Exercise directions:
Repeat verbatim the lines of the data below, beginning with the line containing "For a GIS import: Give" and continuing to the end.

------------------------------------

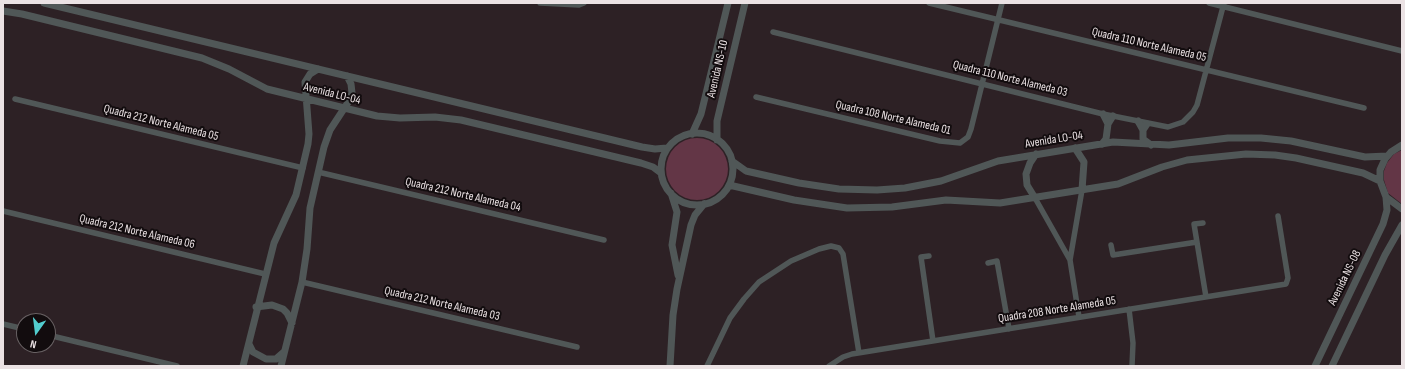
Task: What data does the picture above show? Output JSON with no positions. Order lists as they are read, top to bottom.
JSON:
{
  "streets": {
    "street": [
      "Quadra 110 Norte Alameda 05",
      "Avenida NS-10",
      "Quadra 110 Norte Alameda 03",
      "Avenida LO-04",
      "Quadra 108 Norte Alameda 01",
      "Quadra 212 Norte Alameda 05",
      "Quadra 212 Norte Alameda 04",
      "Quadra 212 Norte Alameda 06",
      "Avenida NS-08",
      "Quadra 212 Norte Alameda 03",
      "Quadra 208 Norte Alameda 05"
    ]
  },
  "crossings": [
    ["Quadra 110 Norte Alameda 05", "Quadra 108 Norte Alameda 01"],
    ["Avenida NS-10", "Avenida LO-04"],
    ["Quadra 110 Norte Alameda 03", "Quadra 108 Norte Alameda 01"]
  ],
  "north": "bottom"
}
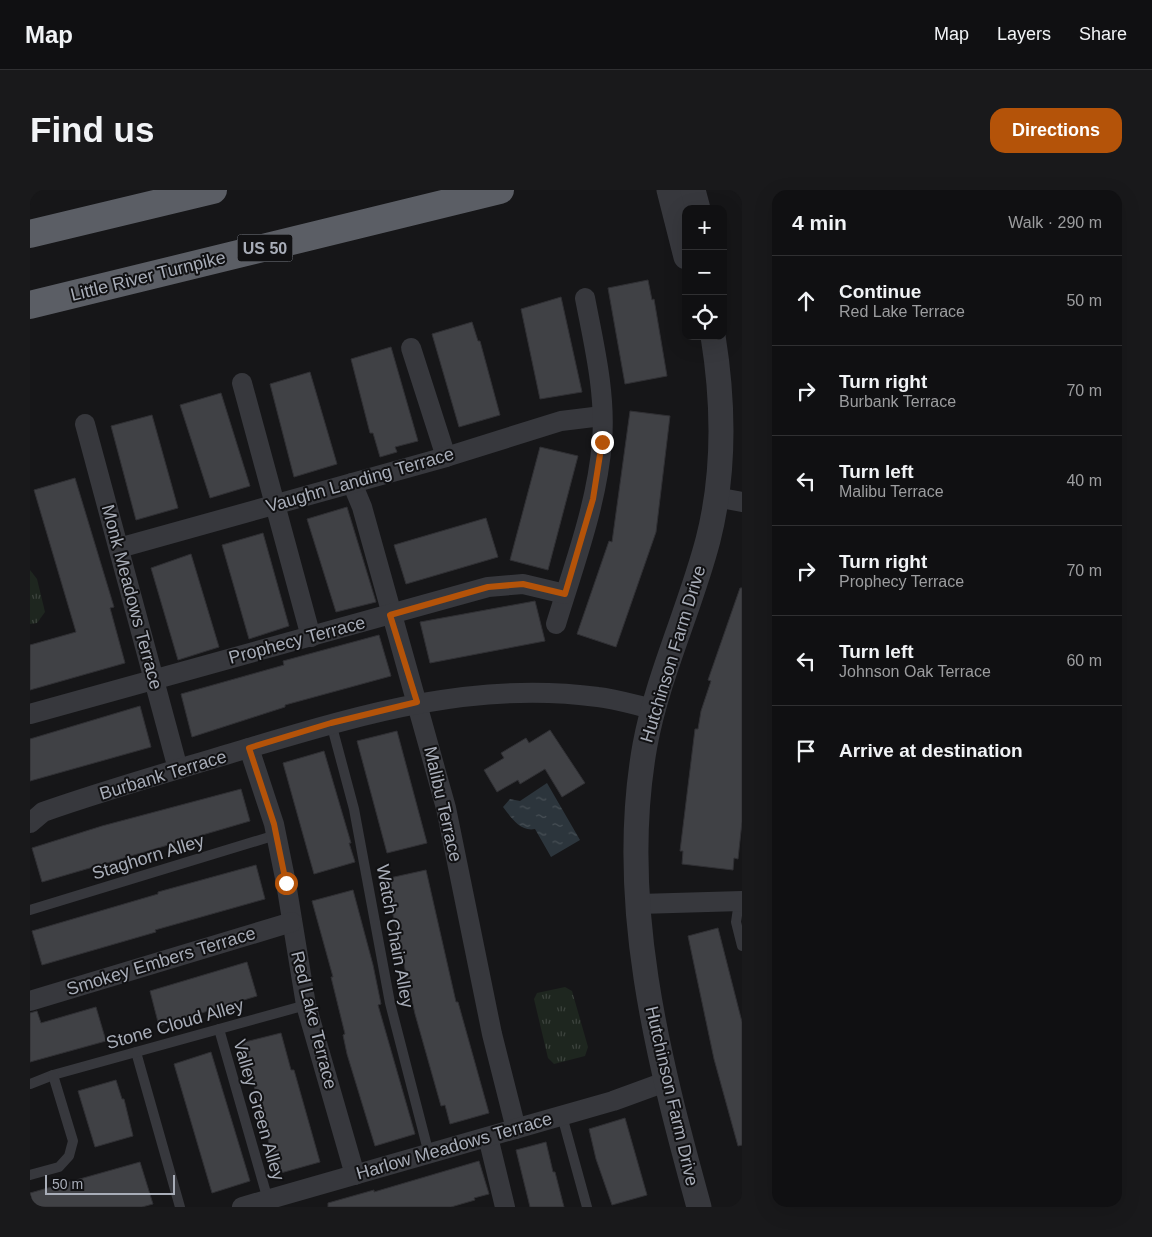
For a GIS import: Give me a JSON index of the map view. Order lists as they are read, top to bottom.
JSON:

------------------------------------

Answer section:
For a GIS import: Give me a JSON index of the map view. Order lists as they are read, top to bottom.
JSON:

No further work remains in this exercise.